For we are, of course, a family. That is what Jesus calls us to be. He has called us to be his brothers and his sisters. And yet there is always the danger that we become so familiar – the word has the same root as family – so familiar with Jesus and his teaching that we stop expecting much to happen. We can, if we are not careful, become like those members of his own community and his own family who simply couldn’t see Jesus for who he really was. We no longer, for example, hear God speaking to us through his Word or expect him to – we just complain there are too many readings or they are too long.

And we can become so familiar with one another that, if we are not careful, we stop recognising the potential that each of us has in Jesus. We’ve known people so long or know them so well we think “Well, God couldn’t possibly use them!” You’d be surprised – or perhaps you wouldn’t – the number of times someone offers to do something, or takes on a particular role, in the church and someone else comes to me and says “Well, they can’t possibly do that!” and expects me to stop them. He could do no deed of power there, says Mark. May that never be the case here!

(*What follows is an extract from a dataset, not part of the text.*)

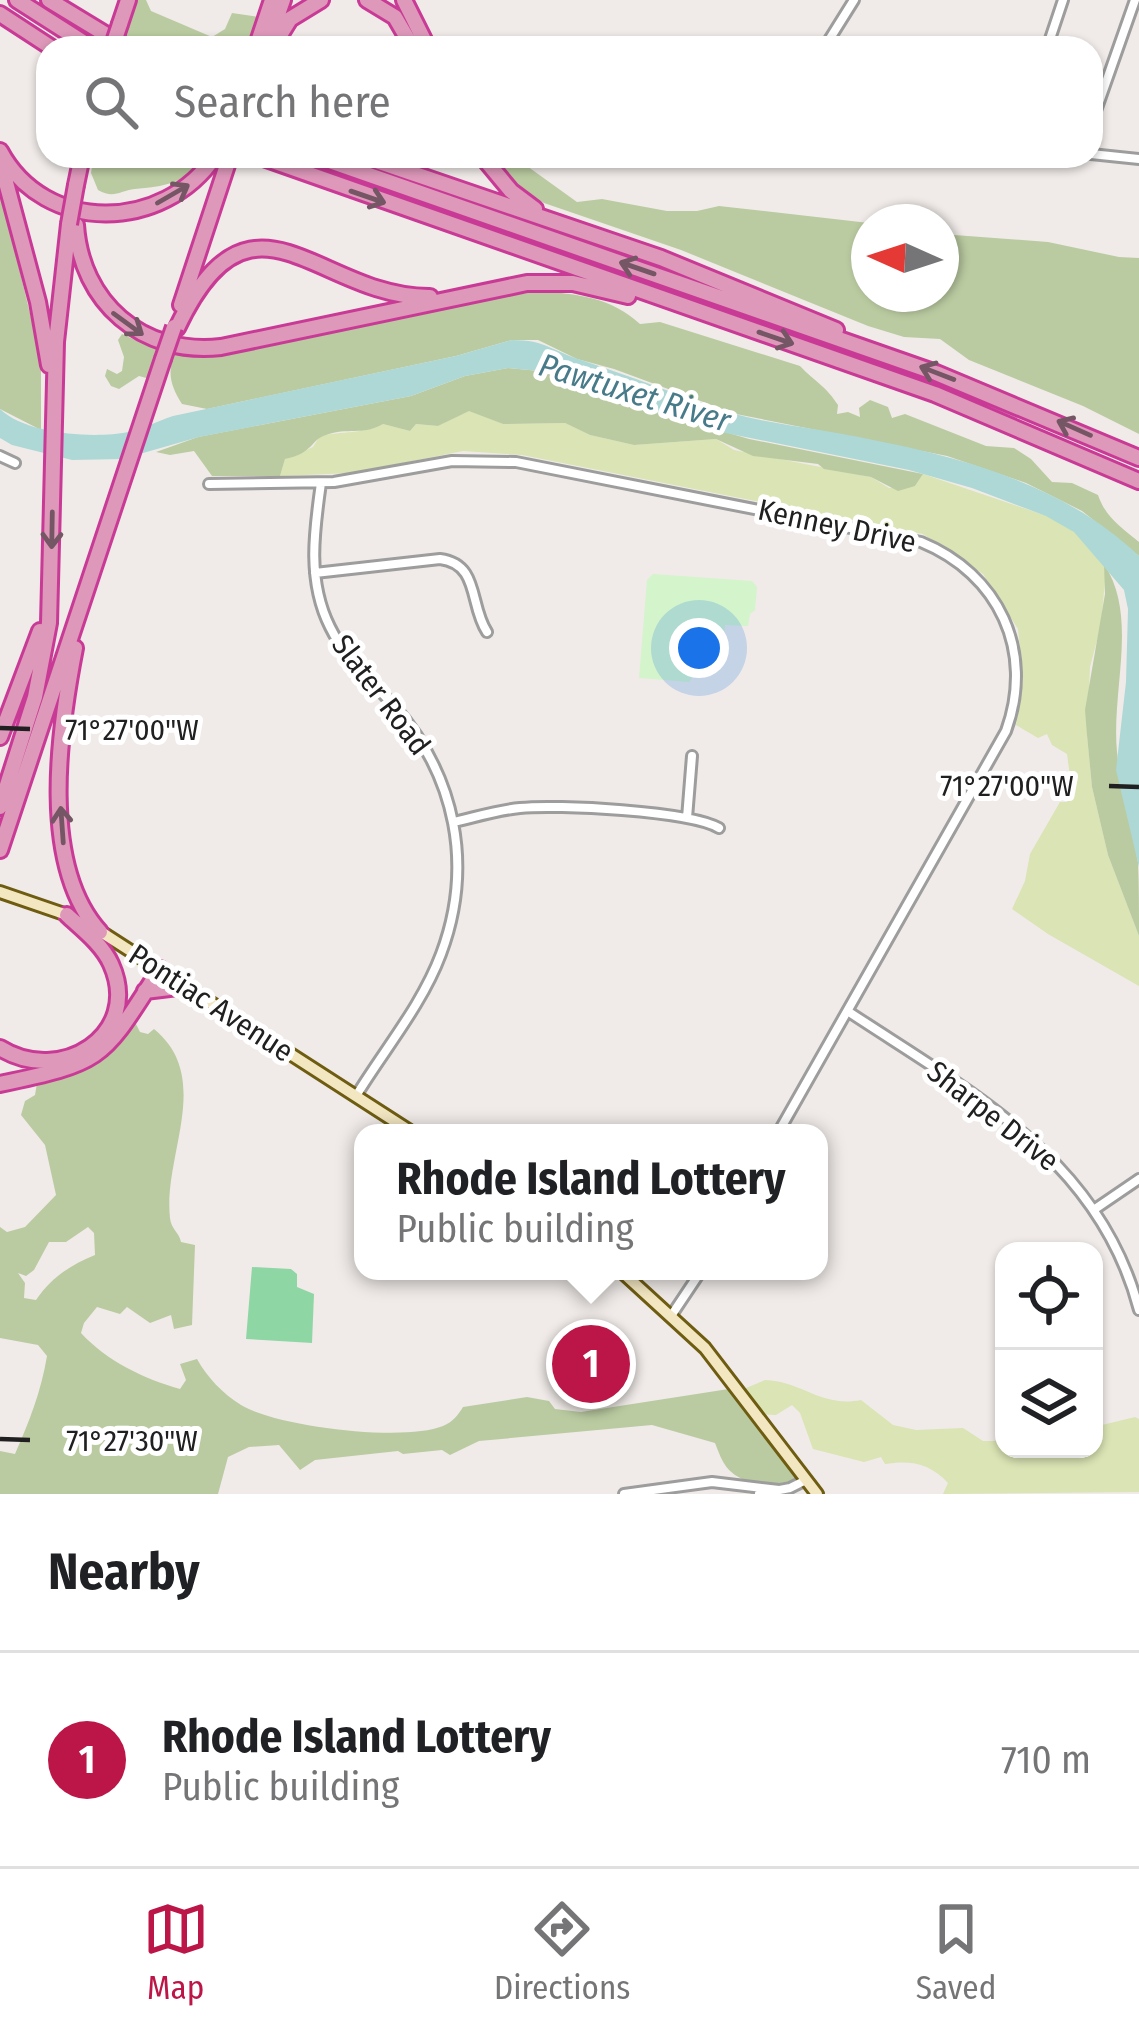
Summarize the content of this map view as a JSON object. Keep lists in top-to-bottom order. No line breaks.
{"streets":{"main road":["Pontiac Avenue"],"street":["Kenney Drive","Slater Road","Sharpe Drive"]},"crossings":[["Kenney Drive","Slater Road"],["Kenney Drive","Sharpe Drive"],["Slater Road","Pontiac Avenue"]],"water":["Pawtuxet River"],"north":"left","page":{"search":"Search here","popup":["Rhode Island Lottery","Public building"],"pins":"1","heading":"Nearby","list":[{"mark":"1","name":"Rhode Island Lottery","note":"Public building","value":"710 m"}],"nav":["Map","Directions","Saved"]},"coordinates":["71°27'00\"W","71°27'30\"W"]}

Our church family should be a place where we have become so familiar that we see Jesus in one another, and one another in Jesus. Let’s pray that as the family of God we have the courage to be the best that it is possible for us to be – and that we never allow our familiarity with Jesus to blind us to what he can do among us. For then we can be used by Jesus, just as he used the twelve in our gospel reading. Sent out to love and serve the Lord.